The data, culled from more than 280 interviews with students at eight community colleges in the southeastern United States, suggests that media literacy education could help raise awareness about sexual violence, and improve sexual violence prevention programs on college campuses.

"There is work establishing connections between media that people consume and their beliefs about rape, but less is known about how people make sense of those media messages," said Kristen Elmore, assistant director of the Program for Research on Youth Development and Engagement in the College of Human Ecology's Bronfenbrenner Center for Translational Research. "And what we found is that there's a positive relationship between 'seeing other people I know in media,' and beliefs that endorse the myths that women who are raped are 'asking for it,' or that men never really intended to do it."

Elmore is first author of "Rape Myth Acceptance Reflects Perceptions of Media Portrayals as Similar to Others, But Not the Self," which published March 23 in the journal Violence Against Women. It was co-authored with researchers at Innovation Research and Training, an independent social sciences research firm in Durham, North Carolina, who conducted the survey in 2015.

"In that dataset was an opportunity to explore these questions about beliefs in rape myths and how they might be related to representations of rape in the media," Elmore said. "It helps us try to answer a question that many of us have been thinking about since the #MeToo movement began, which is: Where do these myths about rape come from?"

The researchers asked participants to rate their agreement with 13 statements associated with rape. They then asked them whether people portrayed in various types of media, including music, movies and television, were similar to them, similar to people they knew, or realistic portrayals, and whether they aspired to be like the people depicted in media. The survey also asked about religious background and past experience with dating violence.

They found men were more likely than women to believe three rape myths - that women who are raped were "asking for it"; that men "didn't mean to rape" but couldn't help themselves; and that "it wasn't really rape" unless it was by a stranger.

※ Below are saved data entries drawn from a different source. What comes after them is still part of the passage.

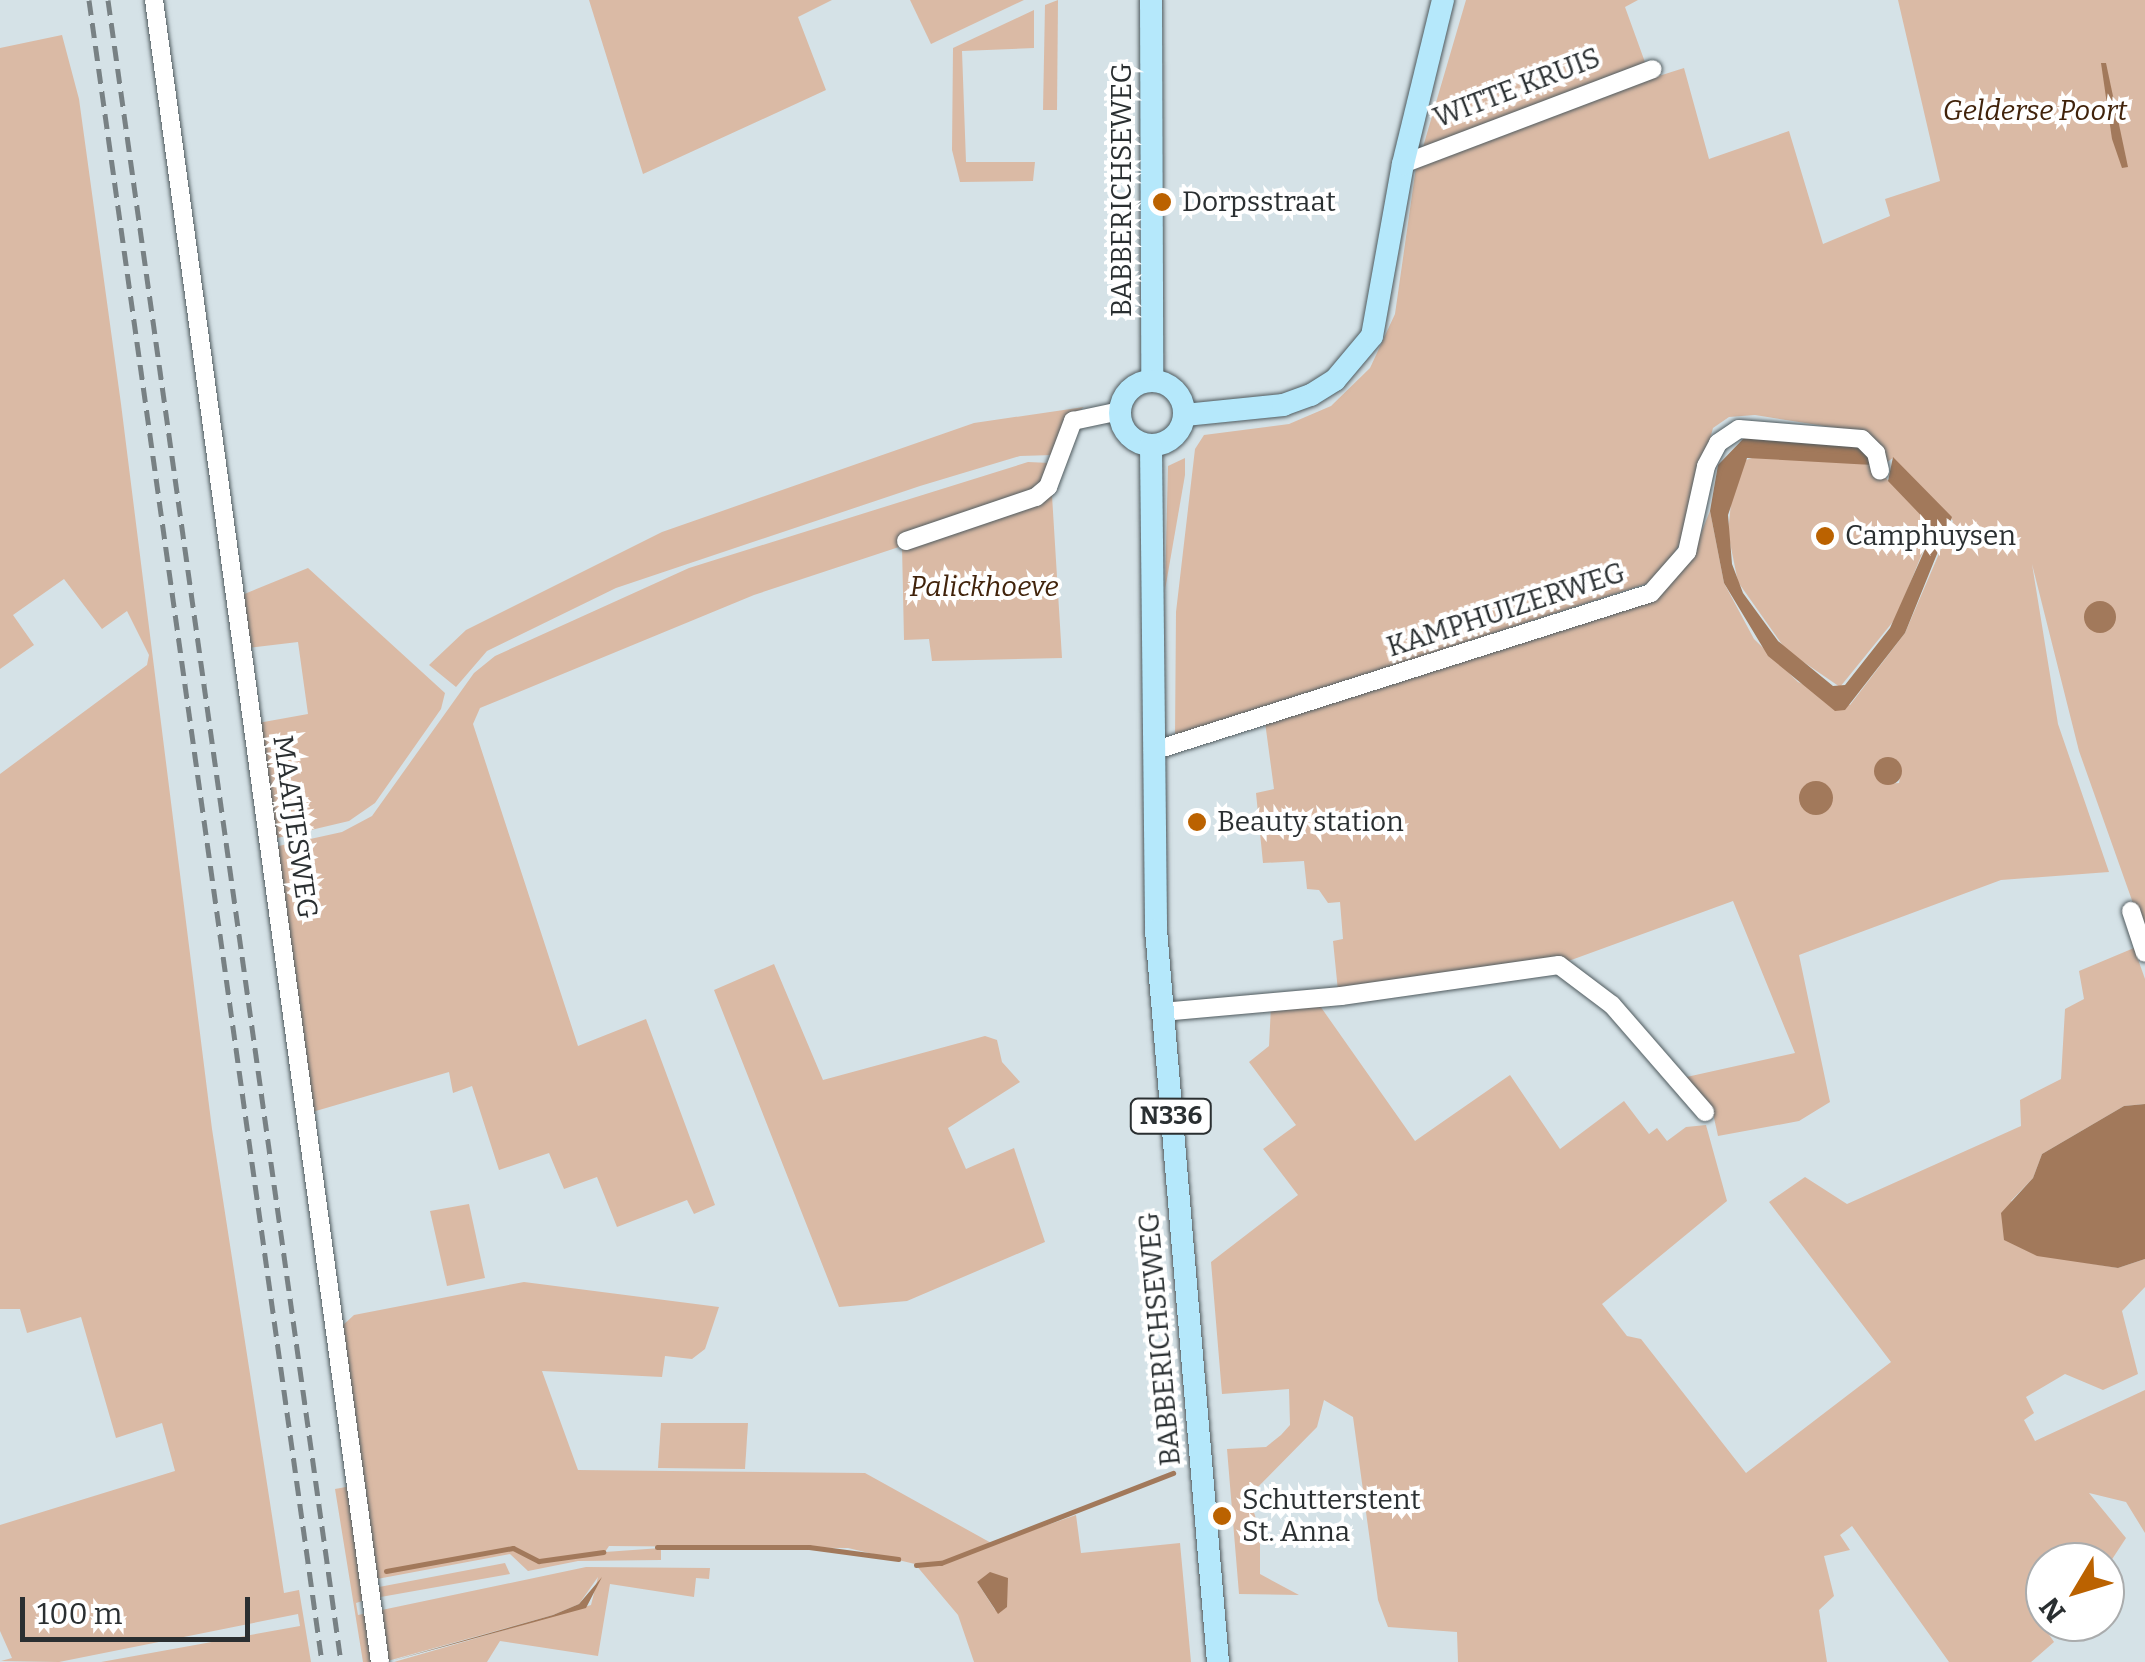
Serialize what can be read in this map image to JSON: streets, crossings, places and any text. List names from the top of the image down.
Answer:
{
  "streets": {
    "main road": ["WITTE KRUIS", "BABBERICHSEWEG", "N336"],
    "street": ["KAMPHUIZERWEG", "MAATJESWEG"]
  },
  "crossings": [
    ["WITTE KRUIS", "BABBERICHSEWEG"],
    ["BABBERICHSEWEG", "KAMPHUIZERWEG"]
  ],
  "parks": ["Gelderse Poort", "Palickhoeve"],
  "places": [
    "Dorpsstraat",
    "Camphuysen",
    "Beauty station",
    "Schutterstent St. Anna"
  ],
  "scale_bar": "100 m",
  "north": "bottom left"
}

For two of the three rape myths, they found that both men and women were more likely to believe them if they reported seeing similarities between people they knew and people they saw in the media.

The fact that there was no correlation between belief in rape myths and seeing themselves in media could reflect what's known as "optimism bias," Elmore said - people's belief that good things are more likely to happen to them and bad things are more likely to happen to others.

Elmore said that although the study doesn't show that perceptions of the media cause belief in rape myths, it suggests that depictions of rape in media could shape people's views.

"If I know something about how people interpret media," Elmore said, "I can at least predict something about their beliefs about rape, though there may be some third variable influencing both of those things."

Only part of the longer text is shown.